Work request:
The lines below must be transcribed exactly as given, with the images removed.

--- Extracted information Enclosed Below ---

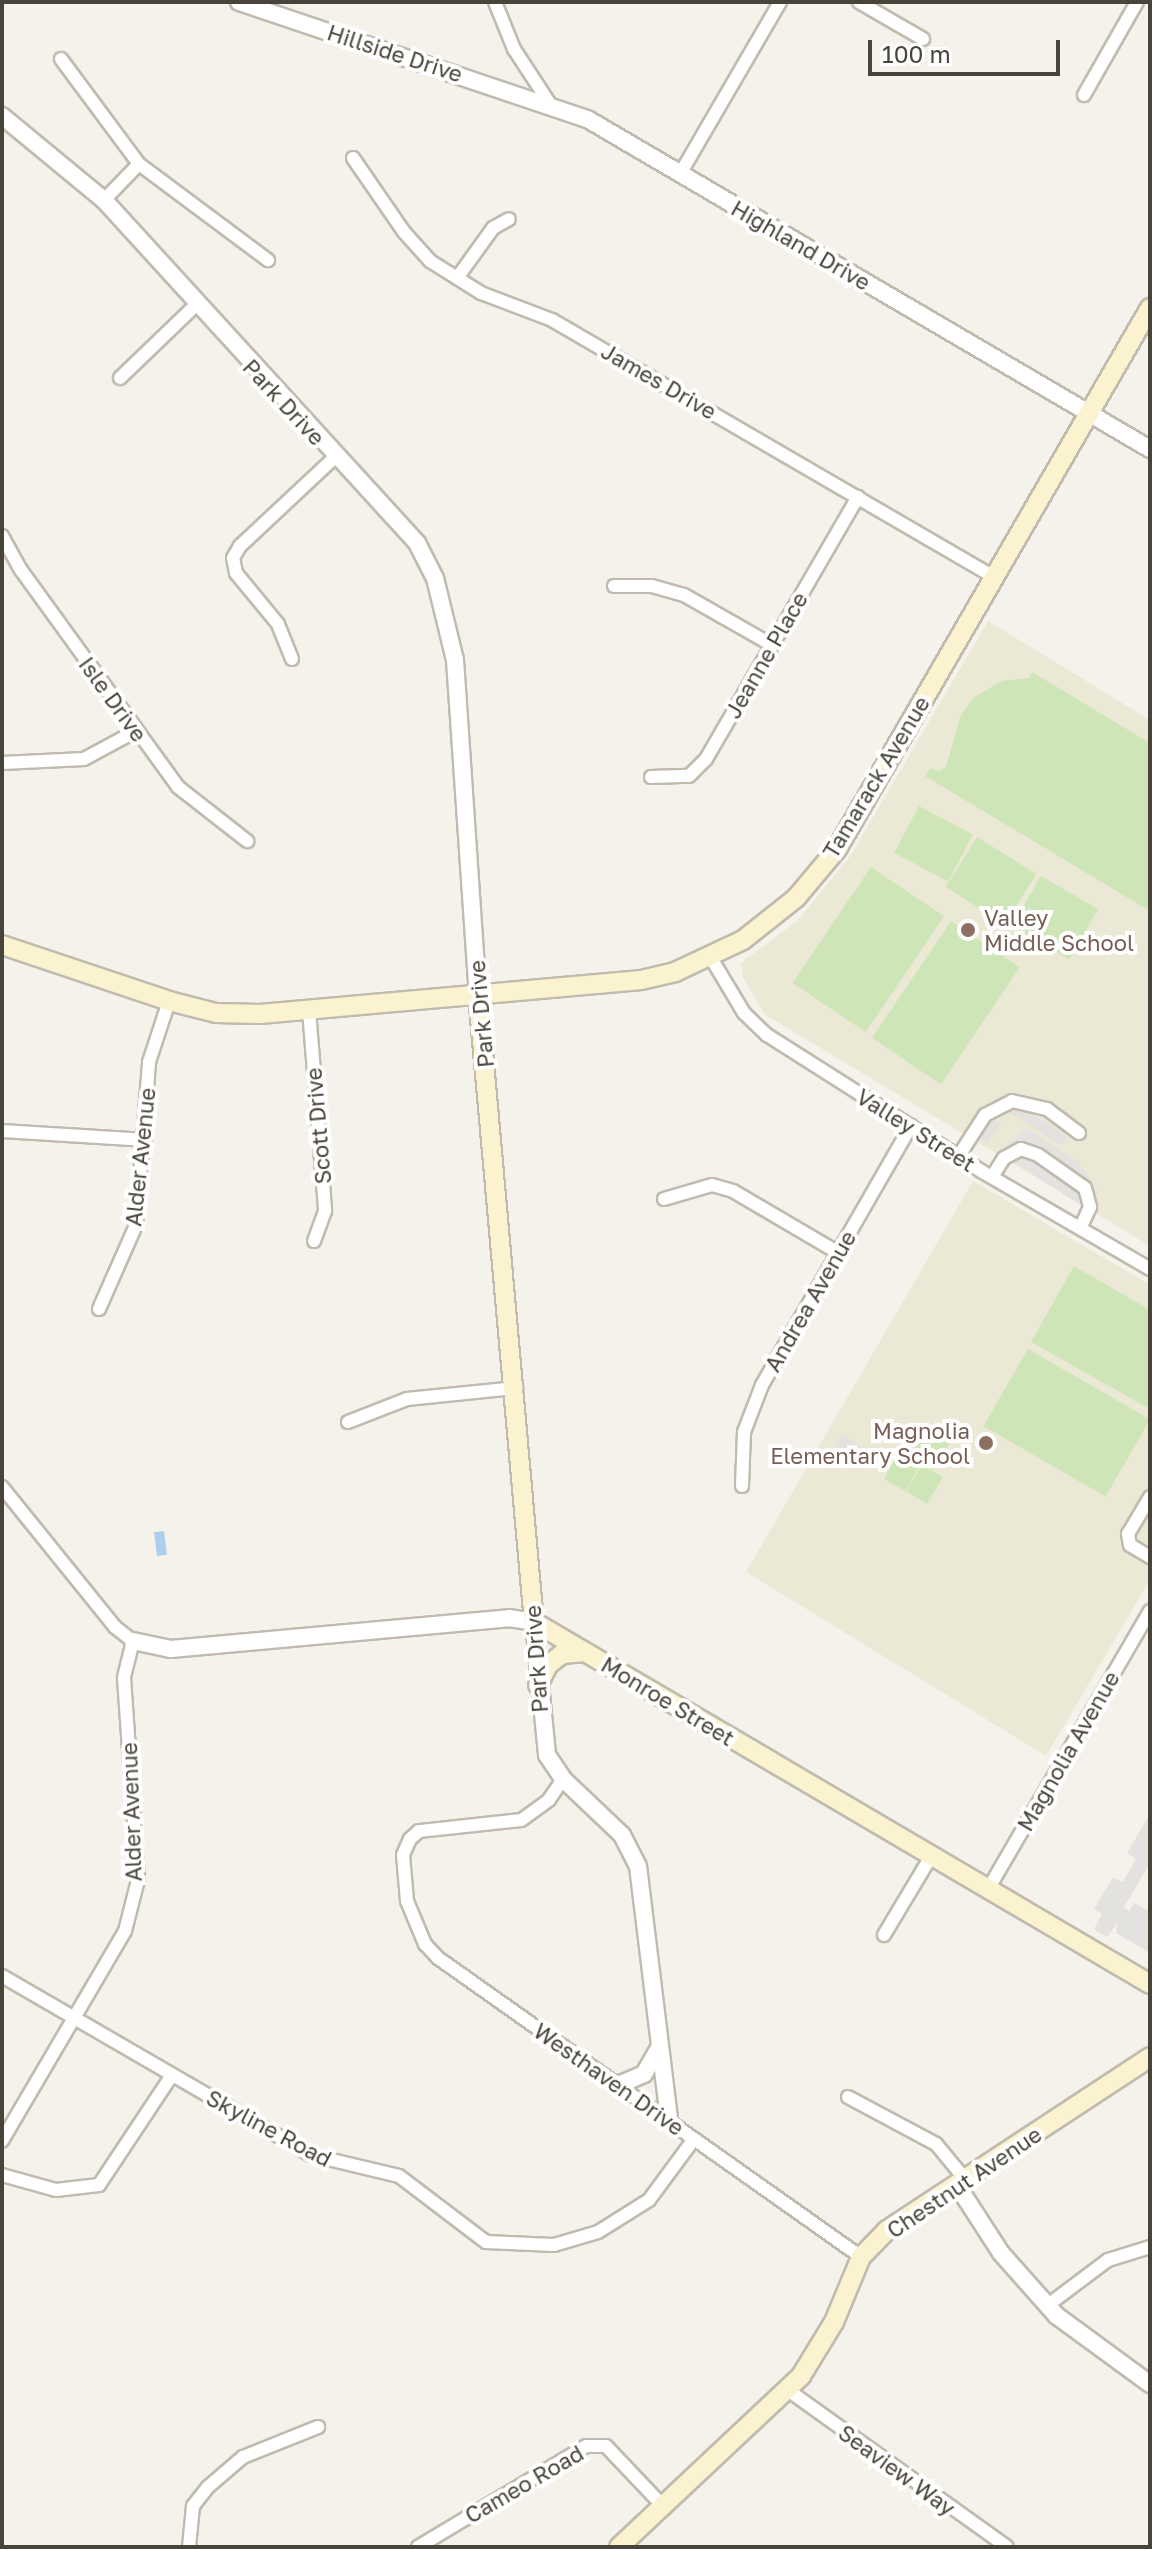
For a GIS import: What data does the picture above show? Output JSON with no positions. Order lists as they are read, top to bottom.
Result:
{
  "streets": {
    "main road": [
      "Park Drive",
      "Tamarack Avenue",
      "Monroe Street",
      "Chestnut Avenue"
    ],
    "street": [
      "Hillside Drive",
      "Highland Drive",
      "James Drive",
      "Jeanne Place",
      "Isle Drive",
      "Scott Drive",
      "Valley Street",
      "Alder Avenue",
      "Andrea Avenue",
      "Magnolia Avenue",
      "Westhaven Drive",
      "Skyline Road",
      "Seaview Way",
      "Cameo Road"
    ]
  },
  "crossings": [
    ["Hillside Drive", "Highland Drive"],
    ["Highland Drive", "Tamarack Avenue"],
    ["James Drive", "Jeanne Place"],
    ["James Drive", "Tamarack Avenue"],
    ["Park Drive", "Tamarack Avenue"],
    ["Park Drive", "Monroe Street"],
    ["Park Drive", "Westhaven Drive"],
    ["Tamarack Avenue", "Scott Drive"],
    ["Tamarack Avenue", "Valley Street"],
    ["Tamarack Avenue", "Alder Avenue"],
    ["Valley Street", "Andrea Avenue"],
    ["Alder Avenue", "Monroe Street"],
    ["Alder Avenue", "Skyline Road"],
    ["Monroe Street", "Magnolia Avenue"],
    ["Westhaven Drive", "Skyline Road"],
    ["Westhaven Drive", "Chestnut Avenue"],
    ["Chestnut Avenue", "Seaview Way"],
    ["Chestnut Avenue", "Cameo Road"]
  ],
  "places": ["Valley Middle School", "Magnolia Elementary School"],
  "scale_bar": "100 m"
}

--- End of Enclosed Extracted information ---

Output below:
For a GIS import: What data does the picture above show? Output JSON with no positions. Order lists as they are read, top to bottom.
Result:
{
  "streets": {
    "main road": [
      "Park Drive",
      "Tamarack Avenue",
      "Monroe Street",
      "Chestnut Avenue"
    ],
    "street": [
      "Hillside Drive",
      "Highland Drive",
      "James Drive",
      "Jeanne Place",
      "Isle Drive",
      "Scott Drive",
      "Valley Street",
      "Alder Avenue",
      "Andrea Avenue",
      "Magnolia Avenue",
      "Westhaven Drive",
      "Skyline Road",
      "Seaview Way",
      "Cameo Road"
    ]
  },
  "crossings": [
    ["Hillside Drive", "Highland Drive"],
    ["Highland Drive", "Tamarack Avenue"],
    ["James Drive", "Jeanne Place"],
    ["James Drive", "Tamarack Avenue"],
    ["Park Drive", "Tamarack Avenue"],
    ["Park Drive", "Monroe Street"],
    ["Park Drive", "Westhaven Drive"],
    ["Tamarack Avenue", "Scott Drive"],
    ["Tamarack Avenue", "Valley Street"],
    ["Tamarack Avenue", "Alder Avenue"],
    ["Valley Street", "Andrea Avenue"],
    ["Alder Avenue", "Monroe Street"],
    ["Alder Avenue", "Skyline Road"],
    ["Monroe Street", "Magnolia Avenue"],
    ["Westhaven Drive", "Skyline Road"],
    ["Westhaven Drive", "Chestnut Avenue"],
    ["Chestnut Avenue", "Seaview Way"],
    ["Chestnut Avenue", "Cameo Road"]
  ],
  "places": ["Valley Middle School", "Magnolia Elementary School"],
  "scale_bar": "100 m"
}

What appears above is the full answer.